Oleh: Petrus Kanisius Siga Tage*
Terdapat konsensus di antara para cendikia dan pengambil kebijakan yang terus digaungkan saat ini, bahwa, sistem tata kelola pangan global perlu diperbaiki jika ingin menyediakan aksesibilitas harga pangan, ketersediaan pasokan, standar gizi dan keamanan makanan, serta kelestarian sumber daya alam (Willett et al., 2019).
Tren di masa depan, menempatkan sistem pangan dalam posisi yang lebih rentan dibandingkan saat ini. Permintaan pangan global diperkirakan akan tumbuh sebesar 70% dalam rentang tahun 2009-2050 (Foley et al., 2011).

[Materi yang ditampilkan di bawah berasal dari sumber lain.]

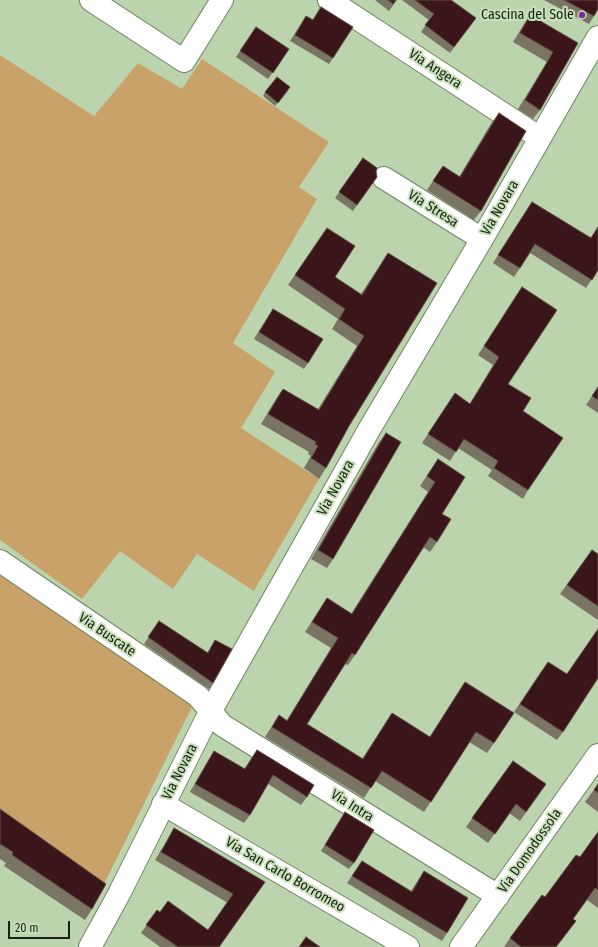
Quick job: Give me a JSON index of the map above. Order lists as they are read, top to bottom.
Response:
{
  "streets": {
    "street": [
      "Via Angera",
      "Via Novara",
      "Via Stresa",
      "Via Buscate",
      "Via Intra",
      "Via Domodossola",
      "Via San Carlo Borromeo"
    ]
  },
  "crossings": [
    ["Via Angera", "Via Novara"],
    ["Via Novara", "Via Stresa"],
    ["Via Novara", "Via Buscate"],
    ["Via Novara", "Via Intra"],
    ["Via Novara", "Via San Carlo Borromeo"],
    ["Via Buscate", "Via Intra"],
    ["Via Intra", "Via Domodossola"]
  ],
  "places": ["Cascina del Sole"],
  "scale_bar": "20 m"
}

Antara tahun 2001-2021, sektor pertanian global mengalami peningkatan sebesar 54%, mencapai total produksi sebesar 9,5 miliar ton pada 2021. Pertumbuhan ini melampaui kenaikan jumlah penduduk dunia yang hanya sebesar 29%. Angka-angka ini tentu akan semakin meningkat saat ini.
Kondisi yang semakin memperburuk situasi ini adalah bahwa, hasil pertanian ini bukan hanya dikonsumsi manusia tetapi menjadi pakan ternak dan bahan baku industri sehingga kebutuhannya akan terus berlipat ganda.
Meski terlihat adanya trend pertumbuhan, tingkat produksi pertanian saat ini belum memadai untuk memenuhi kebutuhan pangan 9,6 miliar orang pada tahun 2050 kelak. Untuk memenuhi kebutuhan tersebut, produksi pangan diperkirakan harus meningkat hingga 100% (Tillman, 2011).
Situasi di Indonesia dalam laporan Indeks Keamanan Pangan Global 2022, terlihat bahwa negara ini berada pada urutan ke 63 dari 113 negara dengan total skor 60,2 dengan rincian keterjangkauan sebesar 81,4, ketersediaan 50,9, kualitas dan keamanan 56,2, keberlanjutan dan adaptasi 46.3.
Ditengah silang sengkarut pangan dengan angka-angka yang mengkhawatirkan, kita dihadapkan pada dampak perubahan iklim yang akan membuat makanan menjadi lebih sulit dan lebih mahal untuk diproduksi dan didistribusikan (Muluneh, 2021).
Sebab, untuk menjaga suhu tahunan rata-rata planet ini dalam kisaran 1,5°C seperti pada masa pra-industri, intensitas karbon pertanian harus dikurangi secara radikal dan segera, karena produksi pangan dinilai telah berkontribusi secara signifikan terhadap kerusakan planet di banyak wilayah di seluruh dunia.
Selain itu, tren global dalam pertumbuhan populasi, urbanisasi yang cepat, perubahan pola makan, munculnya teknologi baru dan tekanan dari persaingan pemanfaatan lahan (non-pangan) dengan cepat meningkatkan gelombang persoalan pangan.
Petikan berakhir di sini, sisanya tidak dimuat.